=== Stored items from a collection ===
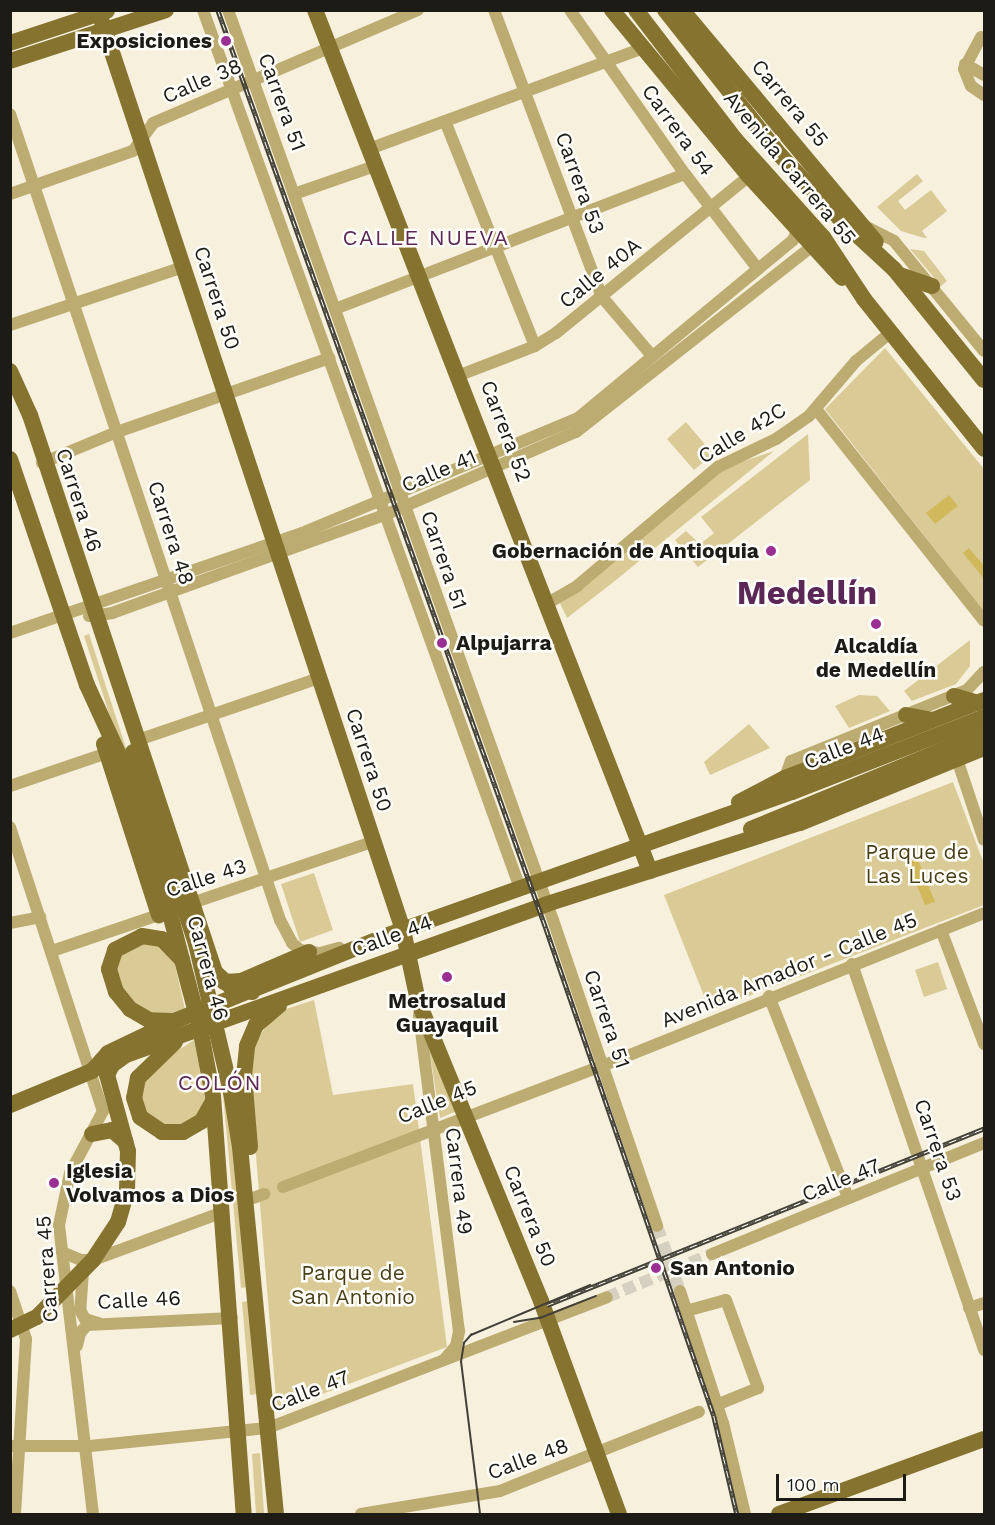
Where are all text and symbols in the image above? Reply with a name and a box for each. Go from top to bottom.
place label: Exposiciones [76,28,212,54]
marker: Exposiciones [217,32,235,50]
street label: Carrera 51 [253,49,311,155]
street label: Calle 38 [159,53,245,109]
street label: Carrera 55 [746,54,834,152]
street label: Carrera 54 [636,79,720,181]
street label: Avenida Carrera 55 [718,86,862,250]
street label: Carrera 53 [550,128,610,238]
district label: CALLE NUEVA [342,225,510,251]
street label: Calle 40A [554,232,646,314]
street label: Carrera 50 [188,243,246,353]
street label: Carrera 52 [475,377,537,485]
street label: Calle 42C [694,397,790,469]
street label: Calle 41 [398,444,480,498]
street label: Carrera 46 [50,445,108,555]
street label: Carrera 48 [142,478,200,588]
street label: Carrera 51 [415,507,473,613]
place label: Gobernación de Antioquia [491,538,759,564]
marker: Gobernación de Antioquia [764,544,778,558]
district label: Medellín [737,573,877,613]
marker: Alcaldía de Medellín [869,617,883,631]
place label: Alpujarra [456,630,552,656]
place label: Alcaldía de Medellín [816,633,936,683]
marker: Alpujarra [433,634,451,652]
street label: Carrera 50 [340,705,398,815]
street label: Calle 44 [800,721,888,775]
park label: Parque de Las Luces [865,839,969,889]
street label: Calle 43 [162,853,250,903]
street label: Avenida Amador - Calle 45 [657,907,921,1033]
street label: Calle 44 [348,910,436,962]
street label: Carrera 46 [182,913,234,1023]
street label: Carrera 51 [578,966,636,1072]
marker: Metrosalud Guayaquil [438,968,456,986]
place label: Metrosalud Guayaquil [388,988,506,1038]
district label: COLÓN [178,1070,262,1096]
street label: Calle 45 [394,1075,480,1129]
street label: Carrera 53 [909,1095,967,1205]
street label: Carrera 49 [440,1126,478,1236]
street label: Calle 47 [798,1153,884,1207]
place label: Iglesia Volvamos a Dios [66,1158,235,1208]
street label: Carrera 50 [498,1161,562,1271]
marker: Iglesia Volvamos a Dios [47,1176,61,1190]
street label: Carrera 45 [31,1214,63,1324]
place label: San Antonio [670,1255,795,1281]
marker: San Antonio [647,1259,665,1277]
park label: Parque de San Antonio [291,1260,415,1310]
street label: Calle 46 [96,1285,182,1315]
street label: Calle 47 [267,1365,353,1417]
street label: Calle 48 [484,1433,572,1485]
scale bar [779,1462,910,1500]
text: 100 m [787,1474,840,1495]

==

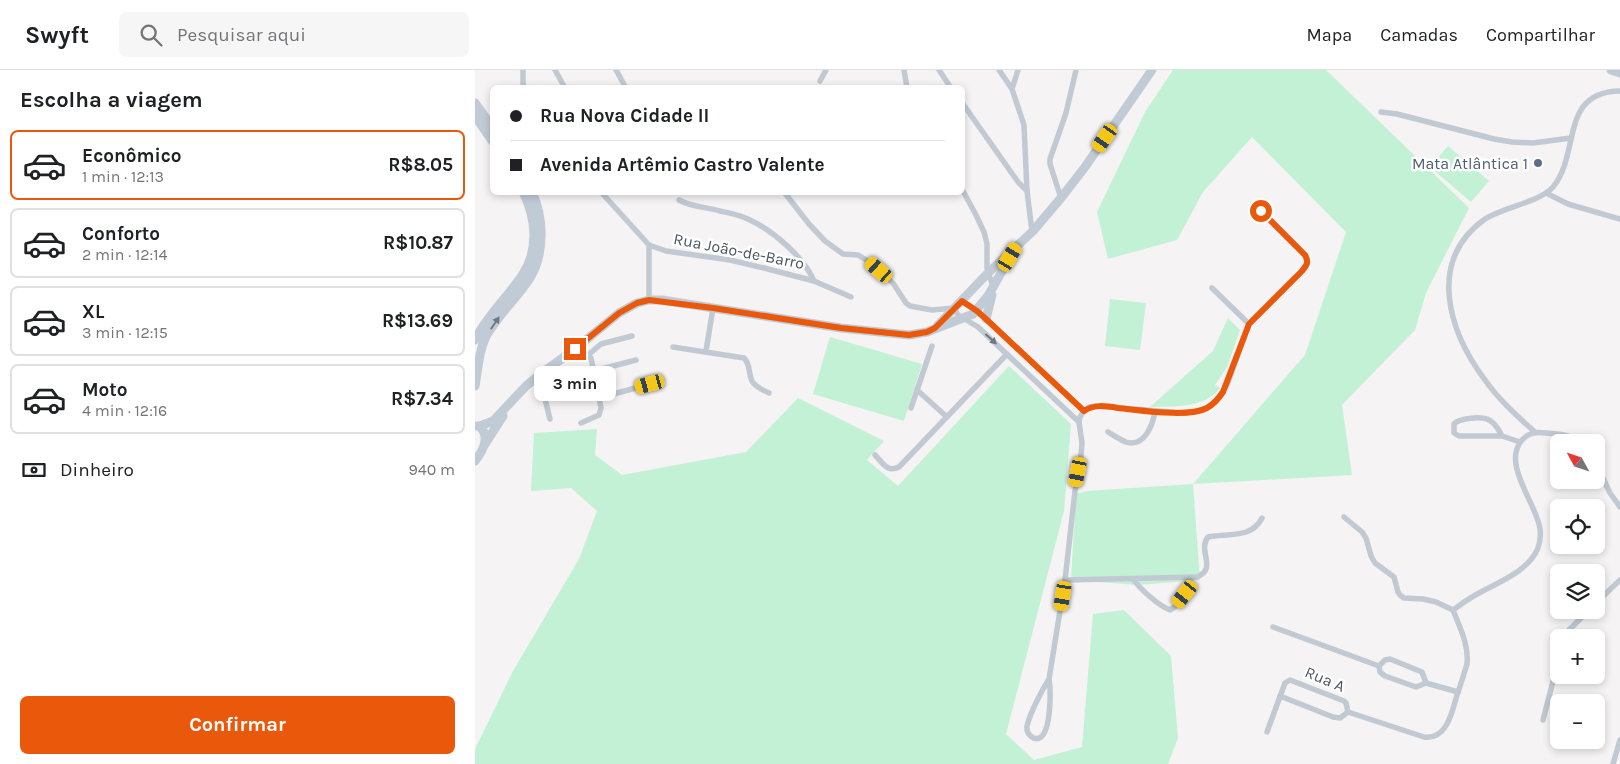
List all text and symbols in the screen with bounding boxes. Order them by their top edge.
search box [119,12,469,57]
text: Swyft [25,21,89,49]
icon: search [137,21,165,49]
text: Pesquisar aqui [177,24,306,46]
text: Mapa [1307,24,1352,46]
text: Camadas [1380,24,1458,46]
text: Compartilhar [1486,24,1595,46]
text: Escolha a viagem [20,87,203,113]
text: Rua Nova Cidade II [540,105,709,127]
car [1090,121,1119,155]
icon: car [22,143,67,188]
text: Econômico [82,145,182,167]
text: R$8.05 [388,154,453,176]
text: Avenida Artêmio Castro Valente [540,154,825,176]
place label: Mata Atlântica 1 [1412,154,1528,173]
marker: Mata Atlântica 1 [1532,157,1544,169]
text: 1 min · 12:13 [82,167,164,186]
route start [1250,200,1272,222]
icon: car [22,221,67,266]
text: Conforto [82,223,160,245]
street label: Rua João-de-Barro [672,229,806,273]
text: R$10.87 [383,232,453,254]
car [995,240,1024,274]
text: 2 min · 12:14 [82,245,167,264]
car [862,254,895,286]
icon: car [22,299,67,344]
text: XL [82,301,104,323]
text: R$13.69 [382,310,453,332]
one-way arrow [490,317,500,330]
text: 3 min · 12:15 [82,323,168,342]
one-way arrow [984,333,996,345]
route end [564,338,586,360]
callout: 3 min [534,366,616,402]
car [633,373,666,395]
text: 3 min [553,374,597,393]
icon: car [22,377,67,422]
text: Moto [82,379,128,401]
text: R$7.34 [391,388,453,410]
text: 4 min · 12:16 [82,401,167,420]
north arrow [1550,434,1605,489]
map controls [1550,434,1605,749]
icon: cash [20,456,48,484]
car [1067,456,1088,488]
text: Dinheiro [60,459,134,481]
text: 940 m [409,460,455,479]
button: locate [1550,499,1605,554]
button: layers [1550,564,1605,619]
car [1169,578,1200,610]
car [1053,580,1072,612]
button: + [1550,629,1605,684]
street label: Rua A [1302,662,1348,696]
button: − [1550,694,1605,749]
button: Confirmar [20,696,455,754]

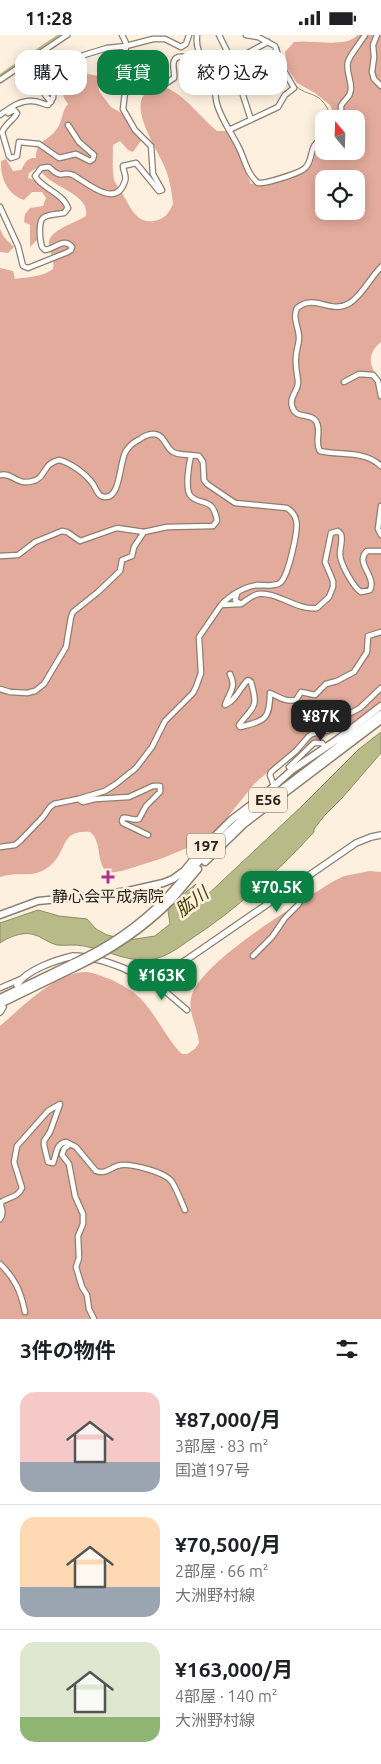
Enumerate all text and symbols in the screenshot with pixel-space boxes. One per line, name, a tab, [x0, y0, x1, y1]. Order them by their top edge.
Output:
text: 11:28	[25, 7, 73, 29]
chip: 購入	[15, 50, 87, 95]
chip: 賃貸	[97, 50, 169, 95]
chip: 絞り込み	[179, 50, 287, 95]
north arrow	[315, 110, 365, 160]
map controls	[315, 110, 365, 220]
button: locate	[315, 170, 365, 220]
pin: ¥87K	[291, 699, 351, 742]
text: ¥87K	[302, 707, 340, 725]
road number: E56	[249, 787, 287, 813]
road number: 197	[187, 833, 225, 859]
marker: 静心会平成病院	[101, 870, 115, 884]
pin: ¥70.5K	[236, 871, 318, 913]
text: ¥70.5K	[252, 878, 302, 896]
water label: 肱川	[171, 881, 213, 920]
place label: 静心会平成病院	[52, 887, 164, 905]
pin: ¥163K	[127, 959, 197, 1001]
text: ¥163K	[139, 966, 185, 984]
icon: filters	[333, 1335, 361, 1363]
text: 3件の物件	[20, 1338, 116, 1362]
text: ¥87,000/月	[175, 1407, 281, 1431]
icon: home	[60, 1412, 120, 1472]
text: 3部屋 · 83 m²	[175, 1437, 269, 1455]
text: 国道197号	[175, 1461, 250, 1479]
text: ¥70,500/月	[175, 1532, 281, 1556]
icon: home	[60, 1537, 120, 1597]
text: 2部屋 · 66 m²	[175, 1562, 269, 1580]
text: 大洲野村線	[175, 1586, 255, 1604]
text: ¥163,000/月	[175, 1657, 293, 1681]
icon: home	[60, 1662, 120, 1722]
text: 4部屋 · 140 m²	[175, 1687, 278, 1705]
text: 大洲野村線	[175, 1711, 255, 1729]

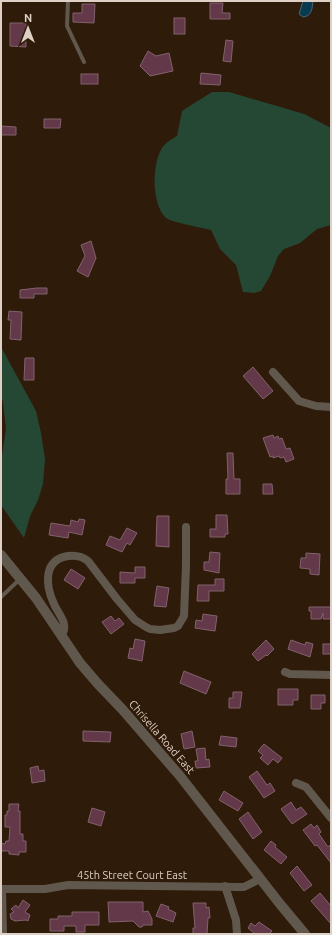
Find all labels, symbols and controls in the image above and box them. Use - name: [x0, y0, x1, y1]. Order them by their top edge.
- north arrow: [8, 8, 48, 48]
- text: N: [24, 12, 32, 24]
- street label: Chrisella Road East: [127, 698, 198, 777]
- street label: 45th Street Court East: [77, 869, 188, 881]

=== The problem ===
Only lines containing the string "search" are needed. Pull each of them out of the records above.

=== Reply to the exercise ===
search box [119,12,469,57]
icon: search [137,21,165,49]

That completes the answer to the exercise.